[Start of Attachment]

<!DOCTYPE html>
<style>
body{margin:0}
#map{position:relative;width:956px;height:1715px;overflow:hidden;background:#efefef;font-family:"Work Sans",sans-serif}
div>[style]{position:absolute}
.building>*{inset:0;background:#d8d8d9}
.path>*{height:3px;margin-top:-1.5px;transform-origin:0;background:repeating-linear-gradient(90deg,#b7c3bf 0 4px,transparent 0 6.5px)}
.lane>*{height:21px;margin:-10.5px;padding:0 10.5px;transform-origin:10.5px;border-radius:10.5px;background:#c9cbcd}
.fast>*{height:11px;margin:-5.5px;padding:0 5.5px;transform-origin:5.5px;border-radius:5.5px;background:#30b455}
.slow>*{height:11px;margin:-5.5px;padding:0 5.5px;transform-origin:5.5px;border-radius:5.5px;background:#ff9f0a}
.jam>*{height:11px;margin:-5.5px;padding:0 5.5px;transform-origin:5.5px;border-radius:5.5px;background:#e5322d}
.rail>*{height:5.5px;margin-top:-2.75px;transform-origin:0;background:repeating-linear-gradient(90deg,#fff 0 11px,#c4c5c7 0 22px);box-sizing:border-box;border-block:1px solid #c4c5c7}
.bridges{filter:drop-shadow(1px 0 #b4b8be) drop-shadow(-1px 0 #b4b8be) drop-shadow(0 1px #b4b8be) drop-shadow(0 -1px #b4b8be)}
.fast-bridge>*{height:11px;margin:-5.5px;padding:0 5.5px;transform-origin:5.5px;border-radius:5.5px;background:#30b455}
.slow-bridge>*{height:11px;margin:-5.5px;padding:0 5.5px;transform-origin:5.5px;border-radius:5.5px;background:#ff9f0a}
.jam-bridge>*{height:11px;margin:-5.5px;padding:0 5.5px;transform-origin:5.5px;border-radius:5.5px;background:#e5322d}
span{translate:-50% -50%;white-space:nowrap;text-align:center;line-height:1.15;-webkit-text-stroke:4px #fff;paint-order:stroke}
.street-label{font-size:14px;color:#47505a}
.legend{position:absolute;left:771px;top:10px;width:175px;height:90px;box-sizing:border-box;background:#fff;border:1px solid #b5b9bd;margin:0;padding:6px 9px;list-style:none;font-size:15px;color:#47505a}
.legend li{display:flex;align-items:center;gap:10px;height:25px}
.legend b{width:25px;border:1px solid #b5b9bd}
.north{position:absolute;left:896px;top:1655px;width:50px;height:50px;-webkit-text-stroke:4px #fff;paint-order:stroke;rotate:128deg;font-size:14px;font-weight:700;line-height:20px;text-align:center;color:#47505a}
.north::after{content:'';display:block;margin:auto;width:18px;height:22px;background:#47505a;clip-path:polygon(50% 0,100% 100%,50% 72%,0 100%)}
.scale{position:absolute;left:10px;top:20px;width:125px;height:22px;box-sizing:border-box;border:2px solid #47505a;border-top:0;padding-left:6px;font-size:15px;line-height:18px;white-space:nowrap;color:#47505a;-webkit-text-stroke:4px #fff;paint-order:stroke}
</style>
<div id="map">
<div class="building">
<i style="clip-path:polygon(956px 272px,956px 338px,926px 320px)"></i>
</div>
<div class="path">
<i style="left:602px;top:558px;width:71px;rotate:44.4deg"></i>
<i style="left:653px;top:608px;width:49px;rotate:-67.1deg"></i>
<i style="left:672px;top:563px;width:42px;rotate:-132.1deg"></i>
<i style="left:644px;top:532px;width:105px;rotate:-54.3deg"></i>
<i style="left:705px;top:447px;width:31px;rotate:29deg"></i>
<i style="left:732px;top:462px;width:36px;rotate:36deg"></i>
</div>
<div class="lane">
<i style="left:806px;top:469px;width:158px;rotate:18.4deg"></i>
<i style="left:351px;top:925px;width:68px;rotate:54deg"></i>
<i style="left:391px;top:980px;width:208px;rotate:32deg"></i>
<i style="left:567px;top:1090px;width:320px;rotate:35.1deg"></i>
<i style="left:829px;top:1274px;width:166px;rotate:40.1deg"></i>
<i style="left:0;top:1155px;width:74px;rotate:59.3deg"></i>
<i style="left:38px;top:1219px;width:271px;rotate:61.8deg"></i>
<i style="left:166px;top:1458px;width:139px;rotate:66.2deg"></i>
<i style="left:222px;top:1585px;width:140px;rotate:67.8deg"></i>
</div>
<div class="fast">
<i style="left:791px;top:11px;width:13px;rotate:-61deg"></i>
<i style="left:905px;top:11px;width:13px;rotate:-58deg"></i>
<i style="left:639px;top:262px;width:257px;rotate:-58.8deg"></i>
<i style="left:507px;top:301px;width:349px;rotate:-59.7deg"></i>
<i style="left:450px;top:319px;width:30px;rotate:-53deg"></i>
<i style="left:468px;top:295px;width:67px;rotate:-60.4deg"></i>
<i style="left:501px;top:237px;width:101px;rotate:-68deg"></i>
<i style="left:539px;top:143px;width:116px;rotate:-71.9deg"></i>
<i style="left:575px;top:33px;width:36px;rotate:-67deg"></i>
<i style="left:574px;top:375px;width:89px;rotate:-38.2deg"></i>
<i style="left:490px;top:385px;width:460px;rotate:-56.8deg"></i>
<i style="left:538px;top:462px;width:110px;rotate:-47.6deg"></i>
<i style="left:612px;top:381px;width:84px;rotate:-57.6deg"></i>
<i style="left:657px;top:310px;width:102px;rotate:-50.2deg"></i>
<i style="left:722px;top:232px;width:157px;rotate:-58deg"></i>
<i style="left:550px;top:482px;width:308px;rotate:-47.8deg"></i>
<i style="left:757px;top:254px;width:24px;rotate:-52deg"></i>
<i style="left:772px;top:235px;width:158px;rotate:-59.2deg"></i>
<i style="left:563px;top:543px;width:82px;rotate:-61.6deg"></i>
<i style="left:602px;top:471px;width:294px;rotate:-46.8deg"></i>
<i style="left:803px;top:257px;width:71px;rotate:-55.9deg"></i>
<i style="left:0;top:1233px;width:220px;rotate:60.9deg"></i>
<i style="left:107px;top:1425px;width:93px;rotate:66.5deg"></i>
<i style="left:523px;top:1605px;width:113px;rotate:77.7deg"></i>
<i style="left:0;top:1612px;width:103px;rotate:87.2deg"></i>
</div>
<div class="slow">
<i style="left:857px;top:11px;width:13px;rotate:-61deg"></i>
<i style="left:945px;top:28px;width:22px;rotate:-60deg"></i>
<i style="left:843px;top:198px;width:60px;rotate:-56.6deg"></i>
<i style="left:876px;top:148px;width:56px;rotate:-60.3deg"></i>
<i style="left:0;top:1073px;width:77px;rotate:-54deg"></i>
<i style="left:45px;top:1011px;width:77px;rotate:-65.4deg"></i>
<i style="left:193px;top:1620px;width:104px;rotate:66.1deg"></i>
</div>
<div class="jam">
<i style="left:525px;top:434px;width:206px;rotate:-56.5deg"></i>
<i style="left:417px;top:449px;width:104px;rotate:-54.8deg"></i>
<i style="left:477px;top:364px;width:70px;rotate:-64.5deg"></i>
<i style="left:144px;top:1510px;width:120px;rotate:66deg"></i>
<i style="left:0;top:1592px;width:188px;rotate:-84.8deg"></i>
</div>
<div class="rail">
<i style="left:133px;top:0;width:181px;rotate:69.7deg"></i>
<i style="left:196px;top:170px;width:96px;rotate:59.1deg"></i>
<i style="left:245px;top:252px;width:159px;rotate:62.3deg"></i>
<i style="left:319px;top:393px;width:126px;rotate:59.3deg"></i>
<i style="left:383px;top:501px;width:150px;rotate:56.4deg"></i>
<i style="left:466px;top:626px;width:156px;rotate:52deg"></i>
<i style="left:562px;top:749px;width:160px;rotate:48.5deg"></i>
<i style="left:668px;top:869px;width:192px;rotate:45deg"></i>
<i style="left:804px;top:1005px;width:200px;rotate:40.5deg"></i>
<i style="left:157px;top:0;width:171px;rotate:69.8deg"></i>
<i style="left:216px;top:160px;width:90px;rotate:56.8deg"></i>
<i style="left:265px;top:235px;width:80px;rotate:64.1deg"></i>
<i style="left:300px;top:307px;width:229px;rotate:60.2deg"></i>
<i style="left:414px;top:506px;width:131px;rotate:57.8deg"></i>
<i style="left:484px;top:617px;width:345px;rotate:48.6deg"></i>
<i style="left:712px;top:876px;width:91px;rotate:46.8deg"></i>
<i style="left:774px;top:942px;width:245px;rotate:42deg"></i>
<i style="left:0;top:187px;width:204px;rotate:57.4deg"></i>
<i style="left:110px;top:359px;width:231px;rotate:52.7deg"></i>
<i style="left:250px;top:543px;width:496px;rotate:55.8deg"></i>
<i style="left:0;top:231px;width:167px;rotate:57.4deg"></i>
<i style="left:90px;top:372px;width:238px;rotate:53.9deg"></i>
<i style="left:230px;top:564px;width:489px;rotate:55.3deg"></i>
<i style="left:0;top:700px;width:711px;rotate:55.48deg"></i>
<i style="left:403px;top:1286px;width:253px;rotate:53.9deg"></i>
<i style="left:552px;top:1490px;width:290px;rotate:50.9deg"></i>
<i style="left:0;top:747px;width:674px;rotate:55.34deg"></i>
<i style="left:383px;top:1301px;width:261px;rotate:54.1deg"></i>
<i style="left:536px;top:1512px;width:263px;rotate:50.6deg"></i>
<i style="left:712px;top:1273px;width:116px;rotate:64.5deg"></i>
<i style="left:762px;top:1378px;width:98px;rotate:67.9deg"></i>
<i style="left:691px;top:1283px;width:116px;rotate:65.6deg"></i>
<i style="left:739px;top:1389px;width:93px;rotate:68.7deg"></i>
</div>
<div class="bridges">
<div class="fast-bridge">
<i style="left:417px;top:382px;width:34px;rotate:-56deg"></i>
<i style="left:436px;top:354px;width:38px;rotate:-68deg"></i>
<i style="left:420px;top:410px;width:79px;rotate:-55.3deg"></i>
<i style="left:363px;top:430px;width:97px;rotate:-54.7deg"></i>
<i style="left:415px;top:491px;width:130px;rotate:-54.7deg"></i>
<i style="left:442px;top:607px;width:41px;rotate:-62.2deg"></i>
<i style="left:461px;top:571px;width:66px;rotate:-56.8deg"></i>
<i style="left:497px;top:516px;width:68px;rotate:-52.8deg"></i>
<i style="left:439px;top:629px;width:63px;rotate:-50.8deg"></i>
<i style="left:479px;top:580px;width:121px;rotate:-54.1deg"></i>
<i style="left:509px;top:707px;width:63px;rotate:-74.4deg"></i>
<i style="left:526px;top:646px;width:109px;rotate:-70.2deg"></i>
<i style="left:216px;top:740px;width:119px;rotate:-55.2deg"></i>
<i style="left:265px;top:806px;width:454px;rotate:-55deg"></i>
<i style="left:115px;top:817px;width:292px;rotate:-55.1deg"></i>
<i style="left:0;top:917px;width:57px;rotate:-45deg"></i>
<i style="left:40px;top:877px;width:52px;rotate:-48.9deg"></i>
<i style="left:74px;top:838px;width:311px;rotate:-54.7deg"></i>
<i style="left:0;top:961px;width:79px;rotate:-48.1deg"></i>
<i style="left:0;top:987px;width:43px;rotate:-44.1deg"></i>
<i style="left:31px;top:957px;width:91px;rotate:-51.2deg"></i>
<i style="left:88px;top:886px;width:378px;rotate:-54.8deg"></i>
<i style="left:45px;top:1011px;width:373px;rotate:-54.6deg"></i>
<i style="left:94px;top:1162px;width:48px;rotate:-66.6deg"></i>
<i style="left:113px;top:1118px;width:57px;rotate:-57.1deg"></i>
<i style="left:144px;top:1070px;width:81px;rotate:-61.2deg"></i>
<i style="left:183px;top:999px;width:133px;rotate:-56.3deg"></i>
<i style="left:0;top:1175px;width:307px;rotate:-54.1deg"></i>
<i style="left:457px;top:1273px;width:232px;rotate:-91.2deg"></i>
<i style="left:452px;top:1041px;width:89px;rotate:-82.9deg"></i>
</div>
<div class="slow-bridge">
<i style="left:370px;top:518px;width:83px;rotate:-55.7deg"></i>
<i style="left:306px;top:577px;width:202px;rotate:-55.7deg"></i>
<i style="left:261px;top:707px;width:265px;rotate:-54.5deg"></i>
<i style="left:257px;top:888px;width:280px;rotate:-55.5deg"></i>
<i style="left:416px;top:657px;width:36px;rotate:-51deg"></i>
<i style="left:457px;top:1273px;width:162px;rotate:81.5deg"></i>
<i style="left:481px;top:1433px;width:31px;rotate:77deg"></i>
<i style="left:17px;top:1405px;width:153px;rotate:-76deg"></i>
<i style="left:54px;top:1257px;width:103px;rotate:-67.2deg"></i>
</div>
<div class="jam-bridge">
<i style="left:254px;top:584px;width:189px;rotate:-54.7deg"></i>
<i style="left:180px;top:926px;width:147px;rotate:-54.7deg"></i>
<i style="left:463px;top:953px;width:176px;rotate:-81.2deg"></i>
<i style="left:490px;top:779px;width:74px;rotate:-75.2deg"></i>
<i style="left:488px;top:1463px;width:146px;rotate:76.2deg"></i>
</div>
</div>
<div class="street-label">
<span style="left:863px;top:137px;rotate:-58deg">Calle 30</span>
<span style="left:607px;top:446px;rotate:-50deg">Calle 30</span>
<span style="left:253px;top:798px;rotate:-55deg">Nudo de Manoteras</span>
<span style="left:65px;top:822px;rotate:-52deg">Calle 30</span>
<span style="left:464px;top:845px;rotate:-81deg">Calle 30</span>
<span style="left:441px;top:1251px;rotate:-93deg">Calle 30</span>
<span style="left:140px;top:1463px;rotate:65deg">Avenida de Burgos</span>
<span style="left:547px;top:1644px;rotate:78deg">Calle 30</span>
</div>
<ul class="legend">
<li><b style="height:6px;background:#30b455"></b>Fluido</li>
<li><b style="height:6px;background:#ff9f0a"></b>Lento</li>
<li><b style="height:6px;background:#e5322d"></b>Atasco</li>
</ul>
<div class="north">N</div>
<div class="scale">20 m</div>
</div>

[End of Attachment]

◆ Exercise brief ◆
Please print exactly what appears from the first line of the data through the line with "0 4px,transparent 0", including both of those lines and nothing past them.

◆ Answer below ◆
<!DOCTYPE html>
<style>
body{margin:0}
#map{position:relative;width:956px;height:1715px;overflow:hidden;background:#efefef;font-family:"Work Sans",sans-serif}
div>[style]{position:absolute}
.building>*{inset:0;background:#d8d8d9}
.path>*{height:3px;margin-top:-1.5px;transform-origin:0;background:repeating-linear-gradient(90deg,#b7c3bf 0 4px,transparent 0 6.5px)}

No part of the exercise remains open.